New York Times
April 2, 2005
The hardest place in the world to be an optimist is Africa.
Much of Africa is a mess, and no country more so than Robert Mugabe's Zimbabwe. The continent has been held back by everything from malaria to its nonsensical colonial boundaries, but the two biggest problems have been lousy leaders and lousy economic policies - and Zimbabwe epitomizes both.
What makes Robert Mugabe a worse oppressor of ordinary Zimbabweans than the white racist rulers who preceded him is not just the way he turned a breadbasket of Africa into a basket case in which half the population is undernourished. It's also the fact that he's refusing to let aid organizations provide food to most of his people. He prefers to let them starve.
In one western Zimbabwean village, I found a woman, Thandiwe Sibanda, who is trying desperately to keep her family alive. "I'm the only one left to care for the children," she said. "My husband died, along with his other wife."
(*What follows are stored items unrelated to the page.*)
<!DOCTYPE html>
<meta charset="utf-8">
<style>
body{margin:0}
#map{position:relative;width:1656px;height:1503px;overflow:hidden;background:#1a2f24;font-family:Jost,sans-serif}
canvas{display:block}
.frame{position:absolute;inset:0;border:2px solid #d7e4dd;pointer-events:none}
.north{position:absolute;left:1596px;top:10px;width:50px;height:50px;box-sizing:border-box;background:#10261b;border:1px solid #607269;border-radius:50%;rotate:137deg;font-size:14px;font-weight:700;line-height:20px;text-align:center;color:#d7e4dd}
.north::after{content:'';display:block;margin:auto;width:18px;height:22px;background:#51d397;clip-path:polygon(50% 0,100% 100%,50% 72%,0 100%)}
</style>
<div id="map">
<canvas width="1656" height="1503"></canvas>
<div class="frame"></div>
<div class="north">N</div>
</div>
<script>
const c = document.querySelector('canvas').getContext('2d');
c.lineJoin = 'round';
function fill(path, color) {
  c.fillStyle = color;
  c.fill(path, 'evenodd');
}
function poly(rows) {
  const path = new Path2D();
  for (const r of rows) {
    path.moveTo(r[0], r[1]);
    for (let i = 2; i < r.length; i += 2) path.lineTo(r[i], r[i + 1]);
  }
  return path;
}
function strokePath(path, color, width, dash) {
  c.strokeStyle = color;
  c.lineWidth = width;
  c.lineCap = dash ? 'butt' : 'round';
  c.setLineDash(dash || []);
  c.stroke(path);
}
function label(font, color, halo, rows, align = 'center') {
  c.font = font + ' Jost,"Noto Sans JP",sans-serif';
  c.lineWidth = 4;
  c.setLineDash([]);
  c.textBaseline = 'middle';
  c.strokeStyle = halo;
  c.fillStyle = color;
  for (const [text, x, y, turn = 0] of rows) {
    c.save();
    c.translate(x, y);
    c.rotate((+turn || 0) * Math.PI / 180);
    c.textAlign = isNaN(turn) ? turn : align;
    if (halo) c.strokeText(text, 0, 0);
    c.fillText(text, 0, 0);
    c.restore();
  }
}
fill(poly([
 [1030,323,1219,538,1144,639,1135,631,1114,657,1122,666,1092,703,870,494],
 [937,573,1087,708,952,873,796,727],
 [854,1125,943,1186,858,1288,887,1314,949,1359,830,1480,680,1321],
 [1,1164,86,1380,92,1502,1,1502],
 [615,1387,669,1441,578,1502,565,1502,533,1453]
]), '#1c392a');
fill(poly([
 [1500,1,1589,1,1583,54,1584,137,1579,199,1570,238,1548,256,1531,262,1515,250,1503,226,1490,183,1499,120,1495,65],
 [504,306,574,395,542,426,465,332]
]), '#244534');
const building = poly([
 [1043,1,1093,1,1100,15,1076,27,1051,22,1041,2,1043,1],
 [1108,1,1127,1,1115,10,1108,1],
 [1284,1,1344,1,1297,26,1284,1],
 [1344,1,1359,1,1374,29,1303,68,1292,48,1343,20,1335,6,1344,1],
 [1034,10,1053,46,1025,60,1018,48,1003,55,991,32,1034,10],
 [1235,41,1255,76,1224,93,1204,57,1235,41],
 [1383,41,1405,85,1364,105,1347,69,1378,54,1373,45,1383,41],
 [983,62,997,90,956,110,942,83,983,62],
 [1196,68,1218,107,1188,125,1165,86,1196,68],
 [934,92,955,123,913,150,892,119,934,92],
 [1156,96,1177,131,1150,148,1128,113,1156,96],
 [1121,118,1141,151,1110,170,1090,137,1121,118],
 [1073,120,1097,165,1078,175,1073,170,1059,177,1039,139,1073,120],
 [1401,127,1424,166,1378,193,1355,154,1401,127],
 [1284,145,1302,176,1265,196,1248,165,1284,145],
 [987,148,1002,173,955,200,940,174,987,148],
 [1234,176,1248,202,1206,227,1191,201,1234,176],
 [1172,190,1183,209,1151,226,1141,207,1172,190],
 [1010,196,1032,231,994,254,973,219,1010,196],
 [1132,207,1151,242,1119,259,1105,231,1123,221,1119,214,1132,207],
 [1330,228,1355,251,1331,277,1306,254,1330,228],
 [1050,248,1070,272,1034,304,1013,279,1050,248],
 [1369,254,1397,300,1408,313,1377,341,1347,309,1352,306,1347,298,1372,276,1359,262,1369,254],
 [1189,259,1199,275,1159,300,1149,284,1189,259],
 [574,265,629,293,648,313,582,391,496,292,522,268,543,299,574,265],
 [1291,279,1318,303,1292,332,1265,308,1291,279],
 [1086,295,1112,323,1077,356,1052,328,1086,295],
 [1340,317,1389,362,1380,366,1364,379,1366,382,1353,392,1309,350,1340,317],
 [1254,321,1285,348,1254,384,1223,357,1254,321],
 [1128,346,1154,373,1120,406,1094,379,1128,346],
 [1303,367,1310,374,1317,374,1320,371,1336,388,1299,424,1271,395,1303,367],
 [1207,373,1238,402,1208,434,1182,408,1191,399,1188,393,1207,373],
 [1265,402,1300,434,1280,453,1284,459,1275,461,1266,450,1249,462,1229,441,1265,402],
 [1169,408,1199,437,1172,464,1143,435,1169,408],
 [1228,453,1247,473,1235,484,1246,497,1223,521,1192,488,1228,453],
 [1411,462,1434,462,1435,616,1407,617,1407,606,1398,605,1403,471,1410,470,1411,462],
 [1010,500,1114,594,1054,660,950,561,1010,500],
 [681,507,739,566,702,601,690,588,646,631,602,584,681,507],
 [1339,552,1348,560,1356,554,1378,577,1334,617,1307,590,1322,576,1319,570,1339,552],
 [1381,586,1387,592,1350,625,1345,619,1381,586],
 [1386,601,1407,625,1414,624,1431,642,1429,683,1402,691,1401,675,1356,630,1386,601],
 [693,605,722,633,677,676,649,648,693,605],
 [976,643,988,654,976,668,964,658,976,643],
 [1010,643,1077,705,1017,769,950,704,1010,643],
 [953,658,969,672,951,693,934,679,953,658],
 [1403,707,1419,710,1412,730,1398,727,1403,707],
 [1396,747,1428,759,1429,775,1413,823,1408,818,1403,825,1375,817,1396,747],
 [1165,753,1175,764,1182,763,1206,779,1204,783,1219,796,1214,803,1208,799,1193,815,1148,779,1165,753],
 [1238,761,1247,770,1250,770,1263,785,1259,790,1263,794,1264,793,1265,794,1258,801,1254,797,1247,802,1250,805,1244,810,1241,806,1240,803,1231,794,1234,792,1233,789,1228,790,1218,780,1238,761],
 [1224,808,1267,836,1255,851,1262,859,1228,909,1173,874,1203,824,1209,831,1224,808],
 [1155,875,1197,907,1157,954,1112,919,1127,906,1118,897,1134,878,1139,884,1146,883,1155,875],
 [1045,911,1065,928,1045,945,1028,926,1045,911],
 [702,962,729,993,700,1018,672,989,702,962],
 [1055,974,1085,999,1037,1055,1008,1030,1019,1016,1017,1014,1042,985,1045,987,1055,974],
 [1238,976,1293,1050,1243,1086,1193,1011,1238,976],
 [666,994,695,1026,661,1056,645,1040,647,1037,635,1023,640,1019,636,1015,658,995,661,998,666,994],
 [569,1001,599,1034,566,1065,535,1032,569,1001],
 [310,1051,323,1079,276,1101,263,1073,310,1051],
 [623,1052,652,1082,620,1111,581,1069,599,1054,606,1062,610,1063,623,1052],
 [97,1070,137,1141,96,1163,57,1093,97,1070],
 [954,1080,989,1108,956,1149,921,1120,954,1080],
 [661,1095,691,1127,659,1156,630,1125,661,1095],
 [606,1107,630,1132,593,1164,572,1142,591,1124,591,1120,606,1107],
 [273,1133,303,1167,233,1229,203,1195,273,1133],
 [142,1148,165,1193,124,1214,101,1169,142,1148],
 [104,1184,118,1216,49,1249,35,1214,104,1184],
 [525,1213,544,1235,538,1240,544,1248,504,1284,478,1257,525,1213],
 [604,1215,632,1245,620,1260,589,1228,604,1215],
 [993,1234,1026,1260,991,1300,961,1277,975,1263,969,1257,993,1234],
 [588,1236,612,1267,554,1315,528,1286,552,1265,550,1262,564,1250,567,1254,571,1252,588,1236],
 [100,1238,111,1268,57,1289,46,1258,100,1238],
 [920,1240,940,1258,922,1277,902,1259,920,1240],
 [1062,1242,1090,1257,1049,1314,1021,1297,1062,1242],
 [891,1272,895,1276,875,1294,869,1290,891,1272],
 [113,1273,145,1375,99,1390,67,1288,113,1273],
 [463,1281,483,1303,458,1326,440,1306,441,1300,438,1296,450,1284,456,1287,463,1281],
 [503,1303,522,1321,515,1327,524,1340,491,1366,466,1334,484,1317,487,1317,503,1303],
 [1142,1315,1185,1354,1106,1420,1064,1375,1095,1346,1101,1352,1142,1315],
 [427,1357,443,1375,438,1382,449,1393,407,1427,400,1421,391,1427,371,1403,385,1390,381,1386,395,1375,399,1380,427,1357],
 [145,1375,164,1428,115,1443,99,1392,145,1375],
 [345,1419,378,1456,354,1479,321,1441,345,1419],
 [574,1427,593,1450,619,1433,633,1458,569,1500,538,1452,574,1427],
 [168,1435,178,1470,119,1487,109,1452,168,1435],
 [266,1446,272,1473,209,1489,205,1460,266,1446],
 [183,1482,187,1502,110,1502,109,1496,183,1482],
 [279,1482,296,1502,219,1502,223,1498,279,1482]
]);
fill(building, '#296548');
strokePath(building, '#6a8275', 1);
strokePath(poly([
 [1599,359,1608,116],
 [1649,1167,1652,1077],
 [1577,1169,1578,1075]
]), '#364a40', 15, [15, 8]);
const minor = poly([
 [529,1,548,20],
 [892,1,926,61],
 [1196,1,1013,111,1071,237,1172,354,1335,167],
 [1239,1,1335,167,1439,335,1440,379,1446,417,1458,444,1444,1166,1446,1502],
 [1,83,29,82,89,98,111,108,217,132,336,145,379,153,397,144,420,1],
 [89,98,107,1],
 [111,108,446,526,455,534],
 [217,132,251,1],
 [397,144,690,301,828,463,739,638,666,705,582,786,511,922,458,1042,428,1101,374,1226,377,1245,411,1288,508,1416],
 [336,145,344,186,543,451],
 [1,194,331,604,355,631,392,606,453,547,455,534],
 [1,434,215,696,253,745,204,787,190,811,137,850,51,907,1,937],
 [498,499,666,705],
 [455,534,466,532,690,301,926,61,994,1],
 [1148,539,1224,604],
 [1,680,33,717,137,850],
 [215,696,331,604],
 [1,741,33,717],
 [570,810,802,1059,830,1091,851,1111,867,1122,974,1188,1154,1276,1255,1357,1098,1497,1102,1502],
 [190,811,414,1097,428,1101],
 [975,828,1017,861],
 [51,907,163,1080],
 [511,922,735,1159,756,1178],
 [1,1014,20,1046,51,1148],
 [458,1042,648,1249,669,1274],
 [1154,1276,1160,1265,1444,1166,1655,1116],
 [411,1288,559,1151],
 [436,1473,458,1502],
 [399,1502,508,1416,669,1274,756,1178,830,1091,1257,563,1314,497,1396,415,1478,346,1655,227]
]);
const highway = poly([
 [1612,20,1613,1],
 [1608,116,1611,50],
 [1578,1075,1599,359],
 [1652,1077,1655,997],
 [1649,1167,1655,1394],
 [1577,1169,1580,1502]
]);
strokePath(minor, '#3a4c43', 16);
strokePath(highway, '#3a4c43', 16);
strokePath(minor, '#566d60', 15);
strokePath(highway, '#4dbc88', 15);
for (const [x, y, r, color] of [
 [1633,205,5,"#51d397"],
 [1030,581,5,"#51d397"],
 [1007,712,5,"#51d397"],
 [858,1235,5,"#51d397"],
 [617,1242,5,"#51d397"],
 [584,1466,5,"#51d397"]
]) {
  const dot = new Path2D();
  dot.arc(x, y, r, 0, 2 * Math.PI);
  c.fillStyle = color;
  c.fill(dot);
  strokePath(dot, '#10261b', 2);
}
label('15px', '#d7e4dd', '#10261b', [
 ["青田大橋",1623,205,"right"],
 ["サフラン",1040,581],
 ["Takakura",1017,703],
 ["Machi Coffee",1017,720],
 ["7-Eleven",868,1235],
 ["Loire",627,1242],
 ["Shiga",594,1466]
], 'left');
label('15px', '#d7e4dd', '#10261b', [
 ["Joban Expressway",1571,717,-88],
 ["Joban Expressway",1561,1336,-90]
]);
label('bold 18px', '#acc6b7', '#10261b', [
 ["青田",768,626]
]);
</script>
So now she is trying to provide for her own four rail-thin children as well as the two children of the other wife (who presumably died of AIDS along with the husband - so Mrs. Sibanda will very likely die of it as well). "All we can eat is corn porridge," she said, "and there isn't nearly enough even of that."
Mrs. Sibanda is adopting the same survival strategies as nearly every other peasant family I spoke to - they are down to one or two meals a day. She pulled her children out of school last fall to save the $2.25 in annual school fees, as are many other families. Her daughter just had a baby a few days ago but has no milk to feed it. The infant may be the first to die.
Jealous Sansole, a member of Parliament who opposes Mr. Mugabe, told me that in his district, people are already beginning to die of hunger. I didn't see that, but malnutrition is probably speeding up deaths from malaria, diarrhea and certainly AIDS.
The only reason more haven't died is food aid. Mrs. Sibanda's village, for example, until recently received regular food distributions from the World Food Program and the Save the Children Federation.
But last year, President Mugabe declared that Zimbabwe did not need food assistance. This was a lie, but Mr. Mugabe ordered the World Food Program and the aid groups it works with to stop handing out food to the general population.
Some groups continued to distribute food that was in the pipeline, and I visited some villages that received food until January. But now the food aid has all ended. At an elementary school I visited, the principal said that three-quarters of the pupils could not afford breakfast and came to school hungry. Along the border with Mozambique, poor families are marrying off their daughters at very young ages so they will no longer have to feed them.
If the old white regime here was deliberately starving its people, the world would be in an uproar. And while President Bush should be more forceful in opposing Mr. Mugabe's tyranny, it's the neighboring countries that are most shameful in looking the other way.
There's a liberal tendency in America to blame ourselves for Africa's problems, and surely there's far more that we should do to help. We should encourage trade, forgive debts, do research on tropical diseases and distribute mosquito nets that protect against malaria. But some problems, such as Mr. Mugabe, are homegrown and need local solutions, like an effort by South Africa to nudge him into retirement.
One of Africa's biggest problems is the perception that the entire continent is a hopeless cesspool of corruption and decline. Africa's leaders need to lead the way in pushing aside the clowns and thugs so their continent can be defined by its many successes - in Ghana, Mali, Cape Verde, Mauritius, Uganda and Botswana - rather than by the likes of Idi Amin, Emperor Bokassa and Robert Mugabe.
There's a twinkle of hope, for Nigeria and other West African countries have shown the gumption to denounce seizures of power in Togo and São Tomé. But South Africa is still allowing Mr. Mugabe to cast a pall over the entire continent out of deference for his past fight against white oppression.
Frankly, Zimbabweans have already suffered so much from racism over the last century that the last thing they need is excuses for Mr. Mugabe's misrule because of the color of his skin.